Experiments were conducted to determine the effect of the physiological condition of swine on standardized ileal digestibility coefficients (SID). The apparent ileal digestibility coefficients were determined for crude protein and amino acids in six feed ingredients (corn, barley, wheat, soybean meal, canola meal, and meat and bone meal) in growing pigs and in gestating and lactating sows. Growing pigs and lactating sows were given free access to their diets, whereas gestating sows were allowed to consume only 2 kg of feed daily. The nonspecific (basal) endogenous losses of protein and amino acids were determined under similar feeding regimens after feeding a protein-free diet. The SID for crude protein and amino acids were calculated by correcting the apparent ileal digestibility coefficients for the nonspecific endogenous losses of protein and amino acids. With a few exceptions, there were no differences (P > 0.05) in the SID for crude protein and amino acids between growing pigs and lactating sows. Overall, gestating sows had higher (P < 0.05) SID for crude protein and all amino acids, except for tryptophan and aspartate, compared with growing pigs. Likewise, the SID of most amino acids obtained by gestating sows were higher (P < 0.05) than those obtained by lactating sows. Interactions (P < 0.05) between animals and diets were observed for gestating sows compared with growing pigs as well as gestating sows compared with lactating sows. As a consequence, it is not possible to extrapolate data from one feed ingredient to another.
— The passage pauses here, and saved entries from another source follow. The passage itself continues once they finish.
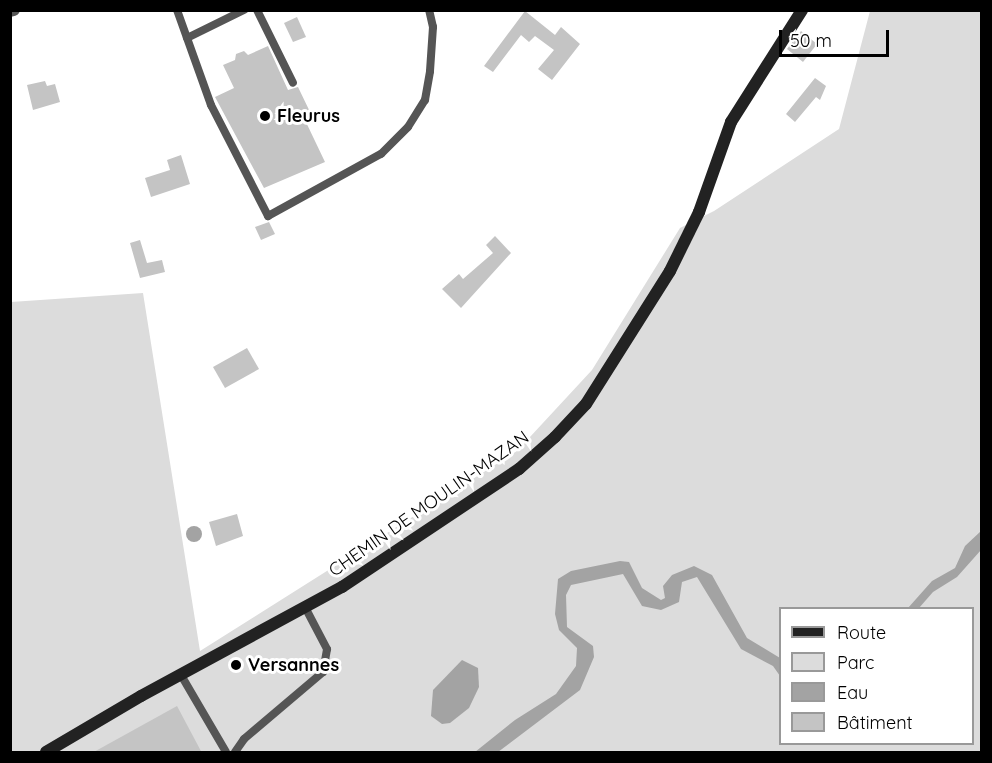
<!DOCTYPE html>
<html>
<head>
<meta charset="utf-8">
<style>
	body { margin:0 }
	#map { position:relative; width:992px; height:763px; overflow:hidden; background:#fff; font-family:Quicksand,sans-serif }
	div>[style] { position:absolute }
	.green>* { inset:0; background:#dcdcdc }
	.water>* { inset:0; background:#a3a3a3 }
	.round { border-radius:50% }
	.building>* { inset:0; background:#c4c4c4 }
	.lane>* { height:8px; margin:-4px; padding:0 4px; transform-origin:4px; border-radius:4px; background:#555 }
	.street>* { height:12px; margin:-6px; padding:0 6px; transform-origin:6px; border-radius:6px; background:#555 }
	.secondary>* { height:12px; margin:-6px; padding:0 6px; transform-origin:6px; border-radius:6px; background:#222 }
	.dots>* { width:16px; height:16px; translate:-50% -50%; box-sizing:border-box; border:3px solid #fff; border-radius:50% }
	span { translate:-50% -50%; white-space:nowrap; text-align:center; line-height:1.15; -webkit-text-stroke:6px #fff; paint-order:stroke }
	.poi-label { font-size:18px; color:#000; font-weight:700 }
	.left { translate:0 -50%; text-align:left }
	.street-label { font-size:18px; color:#000 }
	.frame { position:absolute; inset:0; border:12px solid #000; pointer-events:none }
	.legend { position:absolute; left:779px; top:607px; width:195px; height:138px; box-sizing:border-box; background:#fff; border:2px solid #999; margin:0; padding:8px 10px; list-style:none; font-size:18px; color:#000 }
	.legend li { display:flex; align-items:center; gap:12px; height:30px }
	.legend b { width:30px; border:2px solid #999 }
	.scale { position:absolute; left:779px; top:30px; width:110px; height:27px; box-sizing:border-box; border:3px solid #000; border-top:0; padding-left:8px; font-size:18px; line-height:21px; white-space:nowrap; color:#000; -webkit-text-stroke:4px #fff; paint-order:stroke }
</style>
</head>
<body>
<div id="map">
	<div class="green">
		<i style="clip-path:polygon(evenodd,870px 11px,981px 11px,981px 752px,11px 752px,11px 302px,143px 293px,200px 651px,517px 451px,592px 370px,680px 228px,714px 211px,839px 129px,870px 11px,780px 608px,972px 608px,972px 744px,780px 744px,780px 608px)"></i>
	</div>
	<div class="water">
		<i class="round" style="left:186px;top:526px;width:16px;height:16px"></i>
		<i style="clip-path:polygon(981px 531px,981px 550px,957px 577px,933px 592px,919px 608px,908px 608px,932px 581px,955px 568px,965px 546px)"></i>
		<i style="clip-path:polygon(620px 561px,629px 562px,642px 588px,661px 600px,665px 598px,663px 586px,672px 575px,694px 566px,712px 575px,747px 638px,780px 658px,780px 676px,773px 666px,741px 649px,697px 577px,682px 582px,679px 602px,661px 610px,642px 606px,623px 574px,571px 585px,566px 595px,567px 627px,593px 646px,594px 657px,580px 690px,498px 752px,475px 752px,515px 720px,556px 694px,576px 666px,577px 648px,559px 630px,555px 614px,558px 579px,571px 571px)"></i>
		<i style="clip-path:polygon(462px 660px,478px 668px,479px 687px,469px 708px,450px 723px,442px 724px,431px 716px,433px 690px)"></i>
	</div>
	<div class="building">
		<i style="clip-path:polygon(525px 11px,555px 35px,561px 27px,580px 44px,552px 80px,538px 69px,554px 50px,535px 36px,529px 42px,521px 35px,493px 72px,484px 66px)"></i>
		<i style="clip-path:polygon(297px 17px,306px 37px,293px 42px,284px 23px)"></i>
		<i style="clip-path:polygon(801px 31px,817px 44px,803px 62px,787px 49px)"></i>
		<i style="clip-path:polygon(268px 46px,288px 90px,298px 87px,311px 114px,304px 118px,325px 162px,264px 188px,215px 97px,234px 88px,223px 65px,235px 60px,236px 54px,244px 51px,248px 55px)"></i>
		<i style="clip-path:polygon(815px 78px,826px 86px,820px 100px,816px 97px,795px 122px,786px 114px)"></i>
		<i style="clip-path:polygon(45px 81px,47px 86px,55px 84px,60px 102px,33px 110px,27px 85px)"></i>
		<i style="clip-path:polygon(181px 155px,190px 184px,151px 197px,145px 178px,170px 170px,167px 160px)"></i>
		<i style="clip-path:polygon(269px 222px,275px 234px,261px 240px,255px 227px)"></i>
		<i style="clip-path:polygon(495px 236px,511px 253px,461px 308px,442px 289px,459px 274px,463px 279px,493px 253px,486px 245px)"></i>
		<i style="clip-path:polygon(140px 240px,147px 263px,162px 260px,165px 272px,140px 278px,130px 243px)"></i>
		<i style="clip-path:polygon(247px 348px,259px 369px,225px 388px,213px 367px)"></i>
		<i style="clip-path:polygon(237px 514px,243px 536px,216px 546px,209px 522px)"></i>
		<i style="clip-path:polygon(177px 706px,202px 753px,92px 753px)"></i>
	</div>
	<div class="lane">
		<i style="left:177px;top:10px;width:101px;rotate:70.3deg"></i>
		<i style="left:211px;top:105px;width:125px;rotate:62.8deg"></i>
		<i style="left:268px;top:216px;width:129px;rotate:-28.8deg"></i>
		<i style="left:381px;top:154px;width:38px;rotate:-45deg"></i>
		<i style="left:408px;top:127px;width:32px;rotate:-58deg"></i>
		<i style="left:425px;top:100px;width:29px;rotate:-80deg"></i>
		<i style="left:430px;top:71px;width:44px;rotate:-86.1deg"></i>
		<i style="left:433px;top:27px;width:17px;rotate:-103deg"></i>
		<i style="left:257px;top:10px;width:81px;rotate:63.7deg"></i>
		<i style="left:187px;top:38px;width:64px;rotate:-26.2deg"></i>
		<i style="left:181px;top:675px;width:89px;rotate:59.7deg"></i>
		<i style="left:235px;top:752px;width:16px;rotate:-55deg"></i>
		<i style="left:244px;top:739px;width:104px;rotate:-40.3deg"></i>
		<i style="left:323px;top:672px;width:23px;rotate:-80deg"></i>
		<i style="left:327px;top:649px;width:45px;rotate:-117.7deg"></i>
	</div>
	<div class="street">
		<i style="left:10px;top:11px;width:4px;rotate:-14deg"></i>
	</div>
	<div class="secondary">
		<i style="left:46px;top:752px;width:110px;rotate:-30.5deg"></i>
		<i style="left:141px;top:696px;width:229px;rotate:-28.5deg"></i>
		<i style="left:342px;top:587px;width:213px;rotate:-33.7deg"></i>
		<i style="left:519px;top:469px;width:48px;rotate:-41.6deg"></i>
		<i style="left:555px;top:437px;width:45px;rotate:-46.8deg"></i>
		<i style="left:586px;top:404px;width:157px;rotate:-57.7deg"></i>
		<i style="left:670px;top:271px;width:66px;rotate:-63.8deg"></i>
		<i style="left:699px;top:212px;width:96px;rotate:-70.4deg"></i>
		<i style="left:731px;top:122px;width:133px;rotate:-57.6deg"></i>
	</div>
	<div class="dots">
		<i style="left:265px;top:116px;background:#000"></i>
		<i style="left:236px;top:665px;background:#000"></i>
	</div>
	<div class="poi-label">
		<span class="left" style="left:277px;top:116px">Fleurus</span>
		<span class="left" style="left:248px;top:665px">Versannes</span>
	</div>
	<div class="street-label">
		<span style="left:429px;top:504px;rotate:-35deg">CHEMIN DE MOULIN-MAZAN</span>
	</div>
	<div class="frame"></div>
	<ul class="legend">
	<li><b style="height:8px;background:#222"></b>Route</li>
	<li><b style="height:16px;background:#dcdcdc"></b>Parc</li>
	<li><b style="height:16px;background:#a3a3a3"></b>Eau</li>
	<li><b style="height:16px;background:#c4c4c4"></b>Bâtiment</li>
	</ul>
	<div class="scale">50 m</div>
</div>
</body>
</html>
On most occasions, the lowest SID among the indispensable amino acids was calculated for threonine, valine, and lysine. It is concluded that gestating sows fed 2 kg of feed per day have higher standardized digestibility coefficients than do growing pigs and lactating sows given free access to their diets. This difference may be due to differences in daily feed intake rather than to the physiological status of the animals.